This study integrates data from the entire hospital focusing on patients with LA-ESCC who underwent surgical resection following nICT. The aim is to evaluate the predictive value of baseline and preoperative blood-based biomarkers for treatment response and survival in patients with LA-ESCC receiving nICT.

Materials and Methods

Patients

All patients were consecutively enrolled from the Department of Thoracic Surgery at Sun Yat-sen University Cancer Center (Guangzhou, China). This was a single-center, retrospective study. Between October 2019 and November 2024, a total of 305 patient records were initially reviewed.
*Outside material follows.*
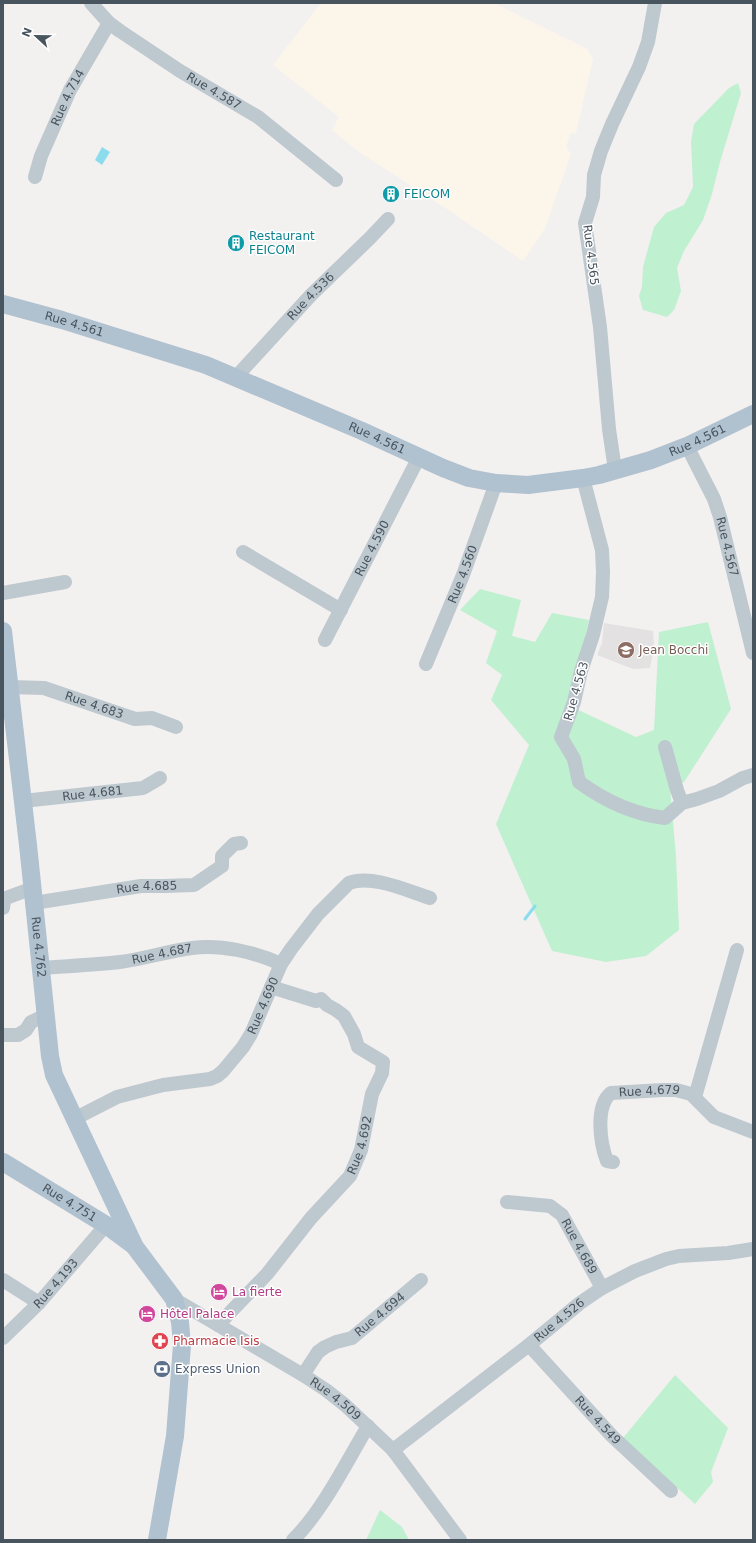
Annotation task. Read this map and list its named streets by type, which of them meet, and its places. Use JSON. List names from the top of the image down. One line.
{"streets":{"main road":["Rue 4.561","Rue 4.762","Rue 4.751"],"street":["Rue 4.587","Rue 4.714","Rue 4.565","Rue 4.536","Rue 4.567","Rue 4.590","Rue 4.560","Rue 4.563","Rue 4.683","Rue 4.681","Rue 4.685","Rue 4.687","Rue 4.690","Rue 4.679","Rue 4.692","Rue 4.689","Rue 4.193","Rue 4.694","Rue 4.526","Rue 4.509","Rue 4.549"]},"crossings":[["Rue 4.587","Rue 4.714"],["Rue 4.565","Rue 4.561"],["Rue 4.536","Rue 4.561"],["Rue 4.561","Rue 4.567"],["Rue 4.561","Rue 4.590"],["Rue 4.561","Rue 4.560"],["Rue 4.561","Rue 4.563"],["Rue 4.683","Rue 4.762"],["Rue 4.681","Rue 4.762"],["Rue 4.685","Rue 4.762"],["Rue 4.762","Rue 4.687"],["Rue 4.762","Rue 4.690"],["Rue 4.762","Rue 4.751"],["Rue 4.687","Rue 4.690"],["Rue 4.690","Rue 4.692"],["Rue 4.692","Rue 4.509"],["Rue 4.751","Rue 4.193"],["Rue 4.689","Rue 4.526"],["Rue 4.694","Rue 4.509"],["Rue 4.526","Rue 4.509"],["Rue 4.526","Rue 4.549"]],"places":{"building":["FEICOM","Restaurant FEICOM"],"school or university":["Jean Bocchi"],"hotel":["La fierte","Hôtel Palace"],"pharmacy":["Pharmacie Isis"],"bank":["Express Union"]},"north":"left"}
After applying predefined inclusion and exclusion criteria, data from 236 patients with locally advanced esophageal squamous cell carcinoma (LA-ESCC) who underwent neoadjuvant chemoimmunotherapy (nCIT) followed by radical surgery were analyzed. Clinical characteristics, preoperative blood parameters, and follow-up data (with follow-up completed on July 31, 2025) were retrospectively extracted from patient records (CONSORT flowchart, see Figure S1).

Inclusion Criteria

Patients with pre-treatment clinical staging according to the 8th edition of the AJCC/UICC staging system, specifically T1b-4aN1-3M0 or T2-4aN0M0 resectable ESCC, with pathological diagnosis as the gold standard.²¹
Patients who had not received any prior anti-tumor treatment.
Age ≥18 years, regardless of gender.
Performance Status (PS) score of 0–1.²²

Exclusion Criteria

Patients who had previously received anti-tumor treatment (including chemotherapy, radiotherapy, surgery, immunotherapy, etc).
Patients who received radiotherapy combined with immunotherapy.
Patients with distant organ metastases.
Patients who did not undergo surgery or lacked surgical pathological results.
Patients with a history of malignant tumors other than esophageal cancer.
Patients with incomplete clinical data or follow-up information.

Immunotherapy Drugs

The following immunotherapy drugs were used: camrelizumab, sintilimab, toripalimab, tislelizumab, and pembrolizumab.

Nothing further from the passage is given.